At first light, the Taleban arrived and drove the group away from the airport with whips, he said. Still wet with sewage, Ruhullah had walked until he found a bus that took him across the city. "He just got here," said Jamil, his uncle, who was watching nearby. "He's been missing until now."
When Hussein's body was ready and wrapped in a white shroud, his relatives and neighbors carried him into the mosque, where the mullah was waiting. They laid him in a green blanket at the front, his face exposed. "God is great," they chanted between prayers, five times, as prescribed by Shiite custom.
Most of the men filed out. It was the women's turn to see the deceased. They parted the curtain separating their side of the mosque, and Hussein's wife began weeping loudly as she approached. "Oh, God, why did you leave us?" Mahera wailed, staggering. "Why?" At the edge of the room, Ruhullah, hearing his mother, crouched and began to cry for the first time.
Outside the mosque, a small convoy of vehicles had assembled. After the women had said goodbye, his kinsmen carried out Hussein's body and placed it in a van. The mourners drove out of the township and into the hills overlooking Kabul.
"We all looked up to him," said Jamil, staring out the window. "He was a police officer, but he never stole or took bribes. He served with honor, until the day that they sold him out. The police, army, special forces - our leaders sold all of them out."
When they reached the site, the mourners got down and walked up the barren slope, eddies of dust licking at the cuffs of their pants. A pair of gravediggers were swinging their picks into the stony ground; there were graves already dug farther up the hill, but the family wanted to bury Hussein here next to his father, the family patriarch, who had died of Covid-19 two months earlier, during the third wave of the virus in Afghanistan.

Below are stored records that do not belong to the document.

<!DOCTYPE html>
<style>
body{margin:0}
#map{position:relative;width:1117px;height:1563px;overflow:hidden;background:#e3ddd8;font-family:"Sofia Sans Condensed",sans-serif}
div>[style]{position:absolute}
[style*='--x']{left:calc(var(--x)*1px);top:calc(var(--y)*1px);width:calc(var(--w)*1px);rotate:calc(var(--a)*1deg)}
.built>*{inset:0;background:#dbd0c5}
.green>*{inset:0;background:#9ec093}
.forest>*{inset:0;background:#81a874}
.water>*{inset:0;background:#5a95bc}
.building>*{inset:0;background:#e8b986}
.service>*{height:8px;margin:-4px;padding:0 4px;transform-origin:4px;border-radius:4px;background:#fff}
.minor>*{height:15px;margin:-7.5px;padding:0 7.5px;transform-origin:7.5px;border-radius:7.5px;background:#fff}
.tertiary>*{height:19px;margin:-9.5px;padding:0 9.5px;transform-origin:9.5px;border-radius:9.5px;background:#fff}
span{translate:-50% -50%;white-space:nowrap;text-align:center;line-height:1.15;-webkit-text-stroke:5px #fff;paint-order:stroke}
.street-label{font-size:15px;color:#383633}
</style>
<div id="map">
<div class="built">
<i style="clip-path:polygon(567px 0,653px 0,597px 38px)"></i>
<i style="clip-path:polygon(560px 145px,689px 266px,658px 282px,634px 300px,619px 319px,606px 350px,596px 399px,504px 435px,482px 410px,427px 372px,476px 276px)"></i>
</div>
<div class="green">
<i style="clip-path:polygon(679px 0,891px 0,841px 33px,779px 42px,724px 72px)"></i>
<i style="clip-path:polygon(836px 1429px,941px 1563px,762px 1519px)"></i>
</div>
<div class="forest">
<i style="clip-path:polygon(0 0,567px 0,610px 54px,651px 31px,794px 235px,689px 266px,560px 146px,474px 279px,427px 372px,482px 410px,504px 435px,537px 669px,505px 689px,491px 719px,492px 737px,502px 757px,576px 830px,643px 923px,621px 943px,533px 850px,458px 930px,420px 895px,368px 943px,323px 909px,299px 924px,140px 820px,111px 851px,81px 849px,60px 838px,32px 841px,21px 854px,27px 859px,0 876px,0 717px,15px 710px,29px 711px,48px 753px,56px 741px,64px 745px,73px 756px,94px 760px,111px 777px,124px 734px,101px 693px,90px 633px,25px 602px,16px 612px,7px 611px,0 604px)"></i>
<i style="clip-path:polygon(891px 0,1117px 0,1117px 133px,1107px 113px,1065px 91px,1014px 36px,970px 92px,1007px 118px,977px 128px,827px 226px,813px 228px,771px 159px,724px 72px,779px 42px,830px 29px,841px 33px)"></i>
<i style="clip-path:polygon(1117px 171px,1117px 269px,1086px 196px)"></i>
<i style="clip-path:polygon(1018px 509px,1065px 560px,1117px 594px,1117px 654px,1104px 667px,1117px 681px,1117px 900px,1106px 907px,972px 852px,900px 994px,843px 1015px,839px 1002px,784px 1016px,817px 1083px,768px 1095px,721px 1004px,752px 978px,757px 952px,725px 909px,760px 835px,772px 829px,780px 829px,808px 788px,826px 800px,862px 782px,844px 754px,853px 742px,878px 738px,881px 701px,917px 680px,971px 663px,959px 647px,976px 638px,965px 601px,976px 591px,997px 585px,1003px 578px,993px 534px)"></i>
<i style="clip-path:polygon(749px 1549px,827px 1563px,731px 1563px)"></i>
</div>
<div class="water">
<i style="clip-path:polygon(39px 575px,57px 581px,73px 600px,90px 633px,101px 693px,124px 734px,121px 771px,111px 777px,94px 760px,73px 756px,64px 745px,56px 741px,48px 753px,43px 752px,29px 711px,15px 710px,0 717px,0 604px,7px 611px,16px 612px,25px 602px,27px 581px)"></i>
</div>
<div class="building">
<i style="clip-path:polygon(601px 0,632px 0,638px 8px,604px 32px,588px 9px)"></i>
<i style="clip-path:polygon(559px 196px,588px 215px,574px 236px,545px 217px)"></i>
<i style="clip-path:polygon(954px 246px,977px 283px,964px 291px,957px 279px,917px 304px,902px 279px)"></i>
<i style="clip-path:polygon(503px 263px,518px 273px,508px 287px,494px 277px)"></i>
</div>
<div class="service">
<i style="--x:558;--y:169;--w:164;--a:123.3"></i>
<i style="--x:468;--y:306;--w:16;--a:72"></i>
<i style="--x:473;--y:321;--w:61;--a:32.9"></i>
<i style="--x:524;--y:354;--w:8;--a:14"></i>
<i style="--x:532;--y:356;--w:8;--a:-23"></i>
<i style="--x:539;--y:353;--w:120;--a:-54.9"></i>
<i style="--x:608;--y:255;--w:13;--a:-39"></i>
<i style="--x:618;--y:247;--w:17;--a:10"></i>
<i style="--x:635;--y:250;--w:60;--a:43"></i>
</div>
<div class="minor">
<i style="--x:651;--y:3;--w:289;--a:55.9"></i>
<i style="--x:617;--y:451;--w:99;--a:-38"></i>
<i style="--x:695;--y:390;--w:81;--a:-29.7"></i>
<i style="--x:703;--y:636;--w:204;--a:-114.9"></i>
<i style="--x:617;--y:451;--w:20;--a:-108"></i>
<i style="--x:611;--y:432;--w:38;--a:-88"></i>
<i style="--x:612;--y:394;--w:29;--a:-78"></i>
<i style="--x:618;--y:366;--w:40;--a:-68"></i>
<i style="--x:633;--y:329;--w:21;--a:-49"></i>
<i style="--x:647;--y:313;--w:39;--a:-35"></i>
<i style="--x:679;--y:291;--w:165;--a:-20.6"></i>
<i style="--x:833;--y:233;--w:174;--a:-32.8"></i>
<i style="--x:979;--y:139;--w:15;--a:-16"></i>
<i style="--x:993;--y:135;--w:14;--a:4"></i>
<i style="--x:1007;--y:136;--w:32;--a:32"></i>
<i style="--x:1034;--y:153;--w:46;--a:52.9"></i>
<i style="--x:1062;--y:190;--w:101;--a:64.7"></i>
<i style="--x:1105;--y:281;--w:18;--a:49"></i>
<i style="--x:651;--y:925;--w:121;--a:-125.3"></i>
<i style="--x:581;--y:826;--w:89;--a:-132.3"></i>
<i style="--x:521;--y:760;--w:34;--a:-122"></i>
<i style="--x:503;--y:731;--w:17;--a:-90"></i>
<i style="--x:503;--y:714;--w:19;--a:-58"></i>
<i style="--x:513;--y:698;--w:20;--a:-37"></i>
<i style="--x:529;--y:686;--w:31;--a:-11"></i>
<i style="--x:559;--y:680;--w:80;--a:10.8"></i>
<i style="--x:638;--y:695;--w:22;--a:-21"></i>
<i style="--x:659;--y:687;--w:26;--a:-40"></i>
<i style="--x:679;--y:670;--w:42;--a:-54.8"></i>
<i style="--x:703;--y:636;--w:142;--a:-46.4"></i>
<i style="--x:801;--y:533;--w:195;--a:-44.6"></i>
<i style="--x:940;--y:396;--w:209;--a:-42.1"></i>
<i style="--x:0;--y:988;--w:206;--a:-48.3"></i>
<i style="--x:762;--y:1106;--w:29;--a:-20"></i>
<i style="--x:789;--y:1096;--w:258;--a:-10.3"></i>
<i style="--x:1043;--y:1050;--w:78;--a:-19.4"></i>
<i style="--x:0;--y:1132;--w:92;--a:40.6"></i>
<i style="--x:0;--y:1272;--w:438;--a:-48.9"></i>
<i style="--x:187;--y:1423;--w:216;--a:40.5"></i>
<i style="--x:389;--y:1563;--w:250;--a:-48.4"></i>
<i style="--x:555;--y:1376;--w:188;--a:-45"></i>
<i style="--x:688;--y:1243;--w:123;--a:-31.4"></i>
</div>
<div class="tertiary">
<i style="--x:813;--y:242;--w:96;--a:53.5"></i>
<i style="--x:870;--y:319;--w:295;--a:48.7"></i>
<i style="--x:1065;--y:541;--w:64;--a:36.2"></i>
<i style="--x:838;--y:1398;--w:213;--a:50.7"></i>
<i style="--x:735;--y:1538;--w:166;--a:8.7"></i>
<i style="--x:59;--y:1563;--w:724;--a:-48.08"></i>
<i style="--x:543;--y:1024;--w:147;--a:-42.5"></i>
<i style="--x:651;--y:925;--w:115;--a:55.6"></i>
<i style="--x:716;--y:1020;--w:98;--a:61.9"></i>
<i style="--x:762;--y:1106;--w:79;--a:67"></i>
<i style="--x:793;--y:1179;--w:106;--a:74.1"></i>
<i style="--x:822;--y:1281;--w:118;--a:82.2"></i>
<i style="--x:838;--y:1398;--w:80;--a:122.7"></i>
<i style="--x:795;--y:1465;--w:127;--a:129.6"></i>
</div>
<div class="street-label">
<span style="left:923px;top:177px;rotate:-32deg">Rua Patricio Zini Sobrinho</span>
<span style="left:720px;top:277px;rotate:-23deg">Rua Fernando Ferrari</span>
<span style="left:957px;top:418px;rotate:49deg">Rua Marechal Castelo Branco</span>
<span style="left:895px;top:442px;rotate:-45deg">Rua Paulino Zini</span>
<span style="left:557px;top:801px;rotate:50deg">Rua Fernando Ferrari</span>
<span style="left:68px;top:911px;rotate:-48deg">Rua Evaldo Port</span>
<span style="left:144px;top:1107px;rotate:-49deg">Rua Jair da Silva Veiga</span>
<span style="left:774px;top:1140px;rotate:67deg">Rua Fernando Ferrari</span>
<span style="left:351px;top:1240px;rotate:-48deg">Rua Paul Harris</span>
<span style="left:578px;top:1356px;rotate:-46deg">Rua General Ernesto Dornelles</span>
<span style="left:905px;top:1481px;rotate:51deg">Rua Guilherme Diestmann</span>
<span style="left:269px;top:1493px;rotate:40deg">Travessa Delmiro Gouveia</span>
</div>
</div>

The mourners crouched in the sun, waiting; in the distance, the roar of a departing US military jet could be heard. Seeing a foreign journalist, some of the men asked if there was still any way to get into the airport and leave the country.
They represented the war's losing side: those who had sacrificed for a fallen system, who would find their share diminished in the new order to come, and at their former enemy's mercy. They did not believe the bloodshed had ended.
"We don't trust what the Taleban is saying about forgiving everyone," one man said. "That's just words."
Two of Hussein's relatives held up a sheet to shield his body from the hot sun; it rippled as the breeze came in small, merciful gusts. Among the Afghan security forces, there had been a popular saying in Farsi that Hussein would have been familiar with: ya watan, ya kafan. Give me the nation, or the shroud.
"When the Taliban came to Kabul, I cried for my country, more than I cried for our father," Jamil said. "The army, the police, everything we built, it's all gone now."